A possibilidade de revisão ou cancelamento da súmula é de extrema relevância quando se tem em vista que é da natureza da própria sociedade e do direito estar em constante transformação. Nesse sentido, faz-se imprescindível a possibilidade de alteração das súmulas vinculantes, para que elas possam ser adequadas a essas necessidades, também de índole prática. Todavia, do mesmo modo que a adoção de uma sumula vinculante não ocorre de momento para o outro, exigindo que a matéria tenha sido objeto de reiteradas decisões sobre o assunto, a sua alteração ou modificação também exigem discussão cuidadosa. À evidência, não procede o argumento de que a súmula vinculante impede mudanças que ocorrem por demanda da sociedade e de próprio sistema jurídico, uma vez que há previsão constitucional da revisão e revogação de seus enunciados. Ademais, a revisão da súmula propicia ao eventual requerente maiores oportunidades de superação do entendimento consolidado do que o sistema de recursos em massa, que são respondidos, também, pelas fórmulas massificadas existentes hoje nos tribunais. (MENDES e BRANCO, 2011, p. 1011).

A Súmula Vinculante pode ser revogada ou cancelada, mediante requerimento dos mesmos legitimados para a proposta de sua edição.
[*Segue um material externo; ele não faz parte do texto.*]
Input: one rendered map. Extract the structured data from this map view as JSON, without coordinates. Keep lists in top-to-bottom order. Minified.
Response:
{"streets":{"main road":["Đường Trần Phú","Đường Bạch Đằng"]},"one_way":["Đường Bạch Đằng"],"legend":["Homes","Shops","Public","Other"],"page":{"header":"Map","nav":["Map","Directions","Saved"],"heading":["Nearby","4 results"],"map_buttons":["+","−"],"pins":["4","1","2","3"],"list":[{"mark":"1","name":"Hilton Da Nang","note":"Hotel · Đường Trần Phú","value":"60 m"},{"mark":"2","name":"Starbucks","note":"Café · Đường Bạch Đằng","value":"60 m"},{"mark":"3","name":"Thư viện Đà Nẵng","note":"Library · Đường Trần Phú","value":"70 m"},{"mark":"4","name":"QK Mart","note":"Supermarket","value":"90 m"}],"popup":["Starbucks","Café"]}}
Da mesma forma, pode o Supremo Tribunal Federal, ex officio, assim proceder, sempre com colhida da opinião do Procurador-Geral da República.

Por fim, no atinente ao tema da Súmula Vinculante, deve ser mencionada a possibilidade, inclusive com previsão constitucional, de endereçamento de Reclamação, diretamente ao Supremo Tribunal Federal, quando decisão administrativa ou jurisdicional violar seu enunciado.

Para o ajuizamento da Reclamação, também regulamentada pela Lei 11.417/2006, tem legitimidade qualquer jurisdicionado, ainda que a decisão que desrespeite a Súmula Vinculante tenha sido proferida em primeira instância.

Em se tratando de decisões administrativas, porém, que violem enunciado vinculante, é necessário o esgotamento da via recursal administrativa, sob pena de não conhecimento da Reclamação pelo Pretório Excelso.

Julgada procedente a Reclamação, o Supremo cassará a decisão judicial, ordenando que outra se profira, com o atendimento à orientação vinculante. Em se tratando de matéria com cunho administrativo, o Supremo cassará tal ato, para que outro seja coercitivamente proferido.

A Reclamação que tem cunho de ação autônoma, embora com feição próxima a recurso, tem seu grande mérito em proporcionar possibilidade de acesso, a qualquer jurisdicionado, ao órgão máximo do Poder Judiciário nacional, sem a necessidade de aguardo do julgamento de demorados recursos, pelos demais tribunais do país. Apresenta-se a Reclamação, de outro lado, como via rápida, aberta ao Supremo Tribunal Federal, a fim de fazer valer a autoridade de suas Súmulas Vinculantes.

Ante o exposto, é tranquilo afirmar que a Súmula Vinculante é a maior expressão, no ordenamento jurídico nacional, da força obrigatória dos precedentes, e tanto é assim que seu desrespeito pode gerar o acesso imediato e direto ao Supremo Tribunal Federal.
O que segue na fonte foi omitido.